| Your goal |
Transcribe the listing in full. Keep every line exactly as it stands.

*** Dataset content ***

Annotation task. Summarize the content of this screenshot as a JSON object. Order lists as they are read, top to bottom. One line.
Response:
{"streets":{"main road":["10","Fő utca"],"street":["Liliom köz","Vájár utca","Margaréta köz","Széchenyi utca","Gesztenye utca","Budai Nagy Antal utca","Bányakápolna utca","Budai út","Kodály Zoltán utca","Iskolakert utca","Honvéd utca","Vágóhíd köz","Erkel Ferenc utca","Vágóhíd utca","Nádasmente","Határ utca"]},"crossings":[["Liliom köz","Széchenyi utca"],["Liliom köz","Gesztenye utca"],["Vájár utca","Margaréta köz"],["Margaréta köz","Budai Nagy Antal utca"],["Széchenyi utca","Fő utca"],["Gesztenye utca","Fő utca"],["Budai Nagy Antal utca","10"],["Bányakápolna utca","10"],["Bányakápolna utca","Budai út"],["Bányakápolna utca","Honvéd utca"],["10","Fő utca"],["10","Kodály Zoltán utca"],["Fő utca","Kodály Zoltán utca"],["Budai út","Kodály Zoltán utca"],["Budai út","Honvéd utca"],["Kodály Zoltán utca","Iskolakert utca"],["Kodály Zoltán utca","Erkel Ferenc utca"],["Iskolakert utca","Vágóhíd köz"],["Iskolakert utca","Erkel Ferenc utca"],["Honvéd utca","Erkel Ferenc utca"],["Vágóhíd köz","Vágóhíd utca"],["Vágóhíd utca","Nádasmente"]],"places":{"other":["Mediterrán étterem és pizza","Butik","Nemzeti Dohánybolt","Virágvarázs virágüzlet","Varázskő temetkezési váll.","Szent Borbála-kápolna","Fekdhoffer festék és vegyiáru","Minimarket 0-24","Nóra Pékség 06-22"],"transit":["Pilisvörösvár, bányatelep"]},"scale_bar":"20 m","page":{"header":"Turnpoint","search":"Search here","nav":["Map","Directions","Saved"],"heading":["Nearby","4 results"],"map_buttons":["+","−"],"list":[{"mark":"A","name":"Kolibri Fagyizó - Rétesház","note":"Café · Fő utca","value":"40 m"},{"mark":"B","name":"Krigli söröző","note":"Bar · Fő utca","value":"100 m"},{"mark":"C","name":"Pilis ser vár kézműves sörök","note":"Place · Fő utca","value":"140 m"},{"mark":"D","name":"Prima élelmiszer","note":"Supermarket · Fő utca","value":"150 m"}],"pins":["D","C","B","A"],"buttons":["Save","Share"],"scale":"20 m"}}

*** End of Dataset content ***

| Completed exercise |
Annotation task. Summarize the content of this screenshot as a JSON object. Order lists as they are read, top to bottom. One line.
Response:
{"streets":{"main road":["10","Fő utca"],"street":["Liliom köz","Vájár utca","Margaréta köz","Széchenyi utca","Gesztenye utca","Budai Nagy Antal utca","Bányakápolna utca","Budai út","Kodály Zoltán utca","Iskolakert utca","Honvéd utca","Vágóhíd köz","Erkel Ferenc utca","Vágóhíd utca","Nádasmente","Határ utca"]},"crossings":[["Liliom köz","Széchenyi utca"],["Liliom köz","Gesztenye utca"],["Vájár utca","Margaréta köz"],["Margaréta köz","Budai Nagy Antal utca"],["Széchenyi utca","Fő utca"],["Gesztenye utca","Fő utca"],["Budai Nagy Antal utca","10"],["Bányakápolna utca","10"],["Bányakápolna utca","Budai út"],["Bányakápolna utca","Honvéd utca"],["10","Fő utca"],["10","Kodály Zoltán utca"],["Fő utca","Kodály Zoltán utca"],["Budai út","Kodály Zoltán utca"],["Budai út","Honvéd utca"],["Kodály Zoltán utca","Iskolakert utca"],["Kodály Zoltán utca","Erkel Ferenc utca"],["Iskolakert utca","Vágóhíd köz"],["Iskolakert utca","Erkel Ferenc utca"],["Honvéd utca","Erkel Ferenc utca"],["Vágóhíd köz","Vágóhíd utca"],["Vágóhíd utca","Nádasmente"]],"places":{"other":["Mediterrán étterem és pizza","Butik","Nemzeti Dohánybolt","Virágvarázs virágüzlet","Varázskő temetkezési váll.","Szent Borbála-kápolna","Fekdhoffer festék és vegyiáru","Minimarket 0-24","Nóra Pékség 06-22"],"transit":["Pilisvörösvár, bányatelep"]},"scale_bar":"20 m","page":{"header":"Turnpoint","search":"Search here","nav":["Map","Directions","Saved"],"heading":["Nearby","4 results"],"map_buttons":["+","−"],"list":[{"mark":"A","name":"Kolibri Fagyizó - Rétesház","note":"Café · Fő utca","value":"40 m"},{"mark":"B","name":"Krigli söröző","note":"Bar · Fő utca","value":"100 m"},{"mark":"C","name":"Pilis ser vár kézműves sörök","note":"Place · Fő utca","value":"140 m"},{"mark":"D","name":"Prima élelmiszer","note":"Supermarket · Fő utca","value":"150 m"}],"pins":["D","C","B","A"],"buttons":["Save","Share"],"scale":"20 m"}}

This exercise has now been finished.